JAKARTA -- Ketua Dewan Komisioner Otoritas Jasa Keuangan (OJK) Mahendra Siregar menyampaikan bahwa pihaknya menghentikan operasional 3.240 entitas keuangan ilegal dan tidak berizin hingga November 2024.
“Sampai November 2024, OJK telah menghentikan 3.240 entitas keuangan ilegal yang terdiri dari 2.930 entitas pinjaman online ilegal dan 310 penawaran investasi ilegal dengan menggunakan situs dan aplikasi yang berpotensi merugikan masyarakat,” ujar Mahendra Siregar dalam acara Peringatan Hari Antikorupsi Sedunia (Hakordia) di Jakarta, Selasa (17/12).
Ia mengatakan bahwa pihaknya juga meminta sejumlah pelaku jasa perbankan untuk memblokir hampir 10 ribu rekening yang terafiliasi dengan judi online serta berbagai rekening lainnya yang didapatkan melalui pendalaman terhadap rekening-rekening tersebut.
Selain itu, pihaknya membentuk Satgas Pemberantasan Aktivitas Keuangan Ilegal (Satgas PASTI) di pusat maupun daerah untuk meningkatkan literasi anti-aktivitas keuangan ilegal serta penanganan kasus dengan lebih cepat, bekerja sama dengan aparat penegang hukum, kementerian dan lembaga terkait, serta media massa.
OJK juga meluncurkan Indonesia Anti-Scam Center pada 22 November lalu untuk menangani penipuan atau scam serta fraud yang menggunakan rekening maupun produk perbankan agar dapat ditangani dengan lebih cepat.
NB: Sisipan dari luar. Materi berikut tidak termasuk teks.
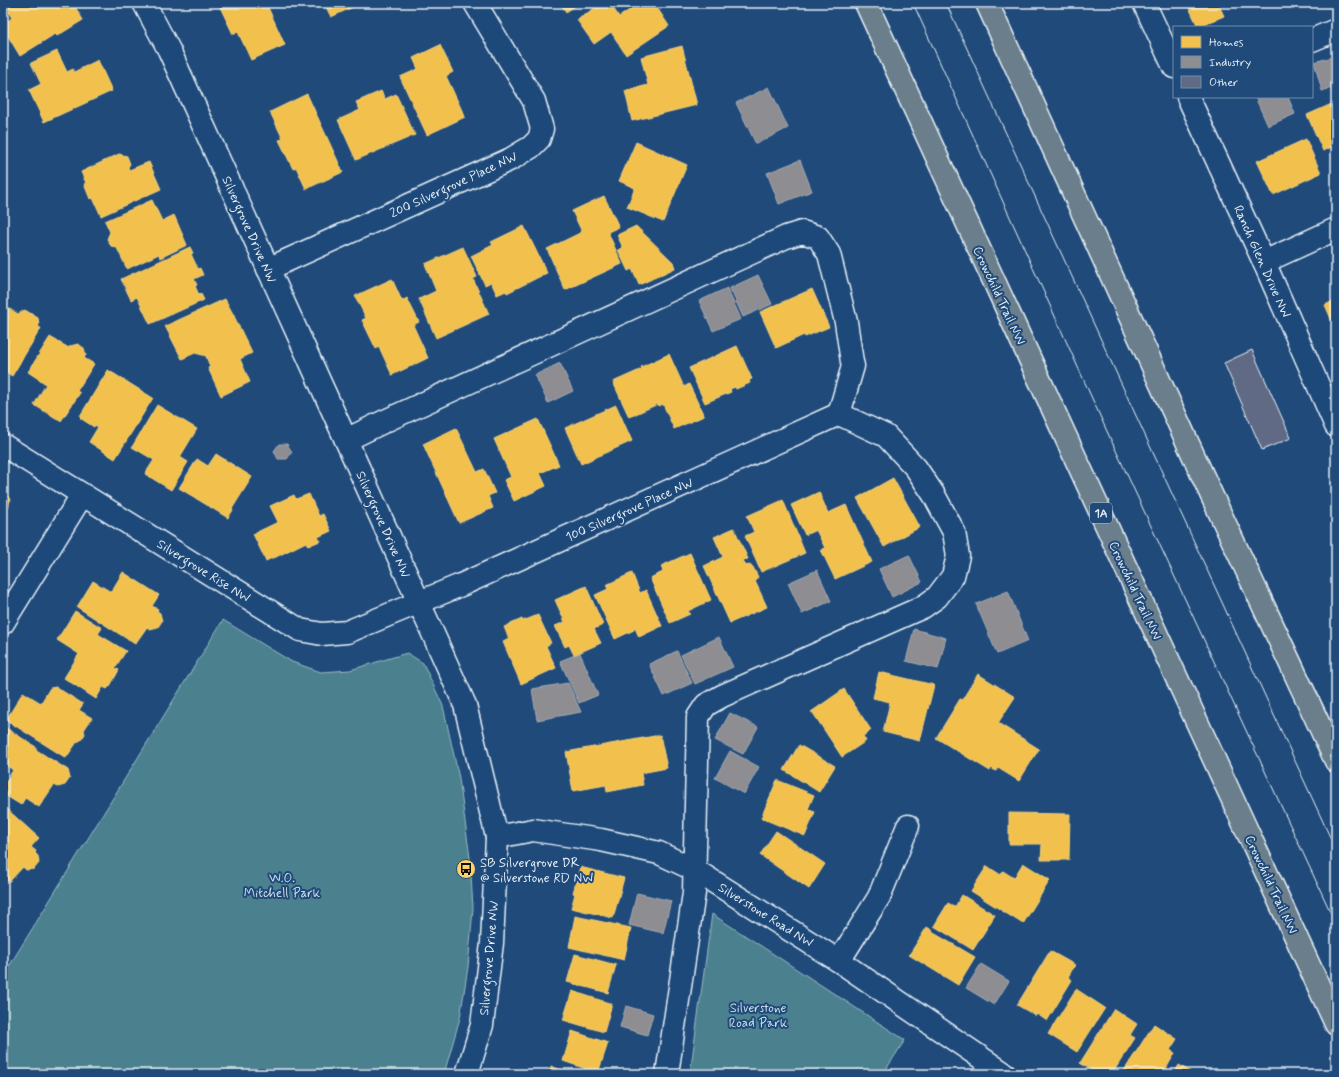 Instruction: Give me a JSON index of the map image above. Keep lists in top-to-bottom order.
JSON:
{
  "streets": {
    "highway": ["Crowchild Trail NW", "1A"],
    "street": [
      "200 Silvergrove Place NW",
      "Silvergrove Drive NW",
      "Ranch Glen Drive NW",
      "100 Silvergrove Place NW",
      "Silvergrove Rise NW",
      "Silverstone Road NW"
    ]
  },
  "crossings": [
    ["200 Silvergrove Place NW", "Silvergrove Drive NW"],
    ["Silvergrove Drive NW", "100 Silvergrove Place NW"],
    ["Silvergrove Drive NW", "Silvergrove Rise NW"],
    ["Silvergrove Drive NW", "Silverstone Road NW"],
    ["100 Silvergrove Place NW", "Silvergrove Rise NW"]
  ],
  "parks": ["W.O. Mitchell Park", "Silverstone Road Park"],
  "places": {
    "bus stop": ["SB Silvergrove DR @ Silverstone RD NW"]
  },
  "legend": ["Homes", "Industry", "Other"]
}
“OJK melakukan berbagai langkah untuk meningkatkan kualitas tata kelola dan penguatan integritas sektor jasa keuangan, dengan melakukan engagement (interaksi) dengan berbagai key stakeholders (pemangku kepentingan utama), terutama di industri,” kata Mahendra.
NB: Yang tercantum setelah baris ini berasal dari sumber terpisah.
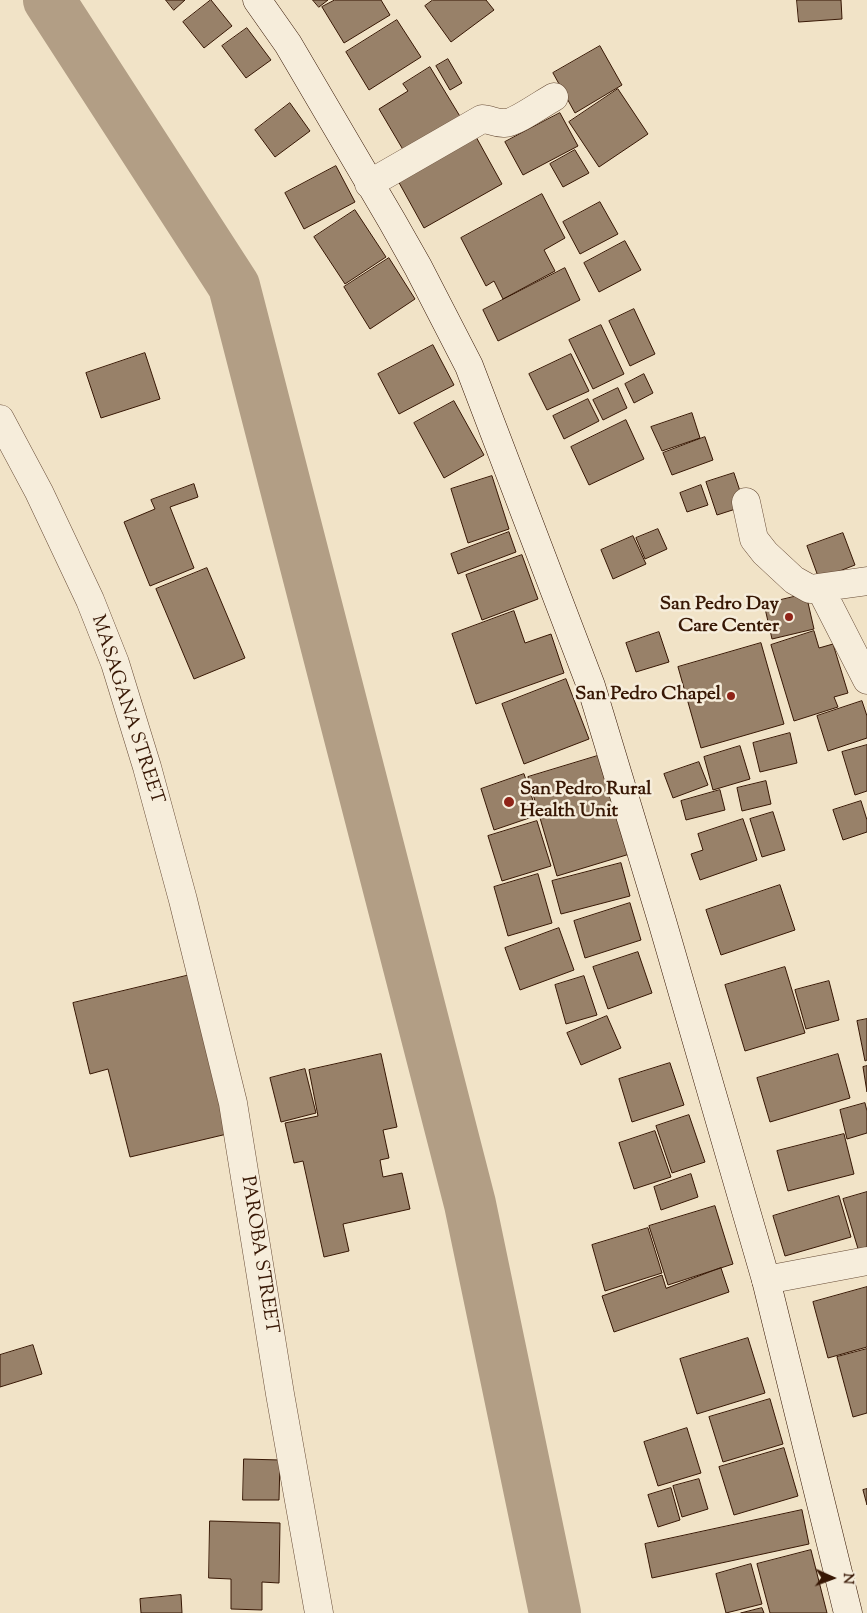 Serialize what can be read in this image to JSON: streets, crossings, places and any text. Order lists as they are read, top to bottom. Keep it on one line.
{"streets":{"street":["MASAGANA STREET","PAROBA STREET"]},"crossings":[["MASAGANA STREET","PAROBA STREET"]],"places":["San Pedro Day Care Center","San Pedro Chapel","San Pedro Rural Health Unit"],"north":"right"}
Ia menuturkan bahwa penguatan kualitas tata kelola dan integritas sektor jasa keuangan tersebut bertujuan untuk meningkatkan efektivitas dan cakupan layanan jasa keuangan di Indonesia bagi kelompok masyarakat yang tidak dapat terlayani perbankan (unbanked dan nonbankable).
“Sebagian besar dari upaya kami meningkatkan dari jasa keuangan Indonesia justru adalah untuk menembus kelompok yang memang belum memiliki pemahaman mengenai risiko maupun edukasi keuangan yang memadai, bahkan banyak dari mereka secara kategori sering dikelompokkan sebagai unbanked dan nonbankable,” ucapnya.
Mahendra menuturkan bahwa hal tersebut adalah upaya untuk memperkuat inklusi keuangan dan memberikan akses keuangan yang lebih luas sehingga dapat meningkatkan kesejahteraan masyarakat.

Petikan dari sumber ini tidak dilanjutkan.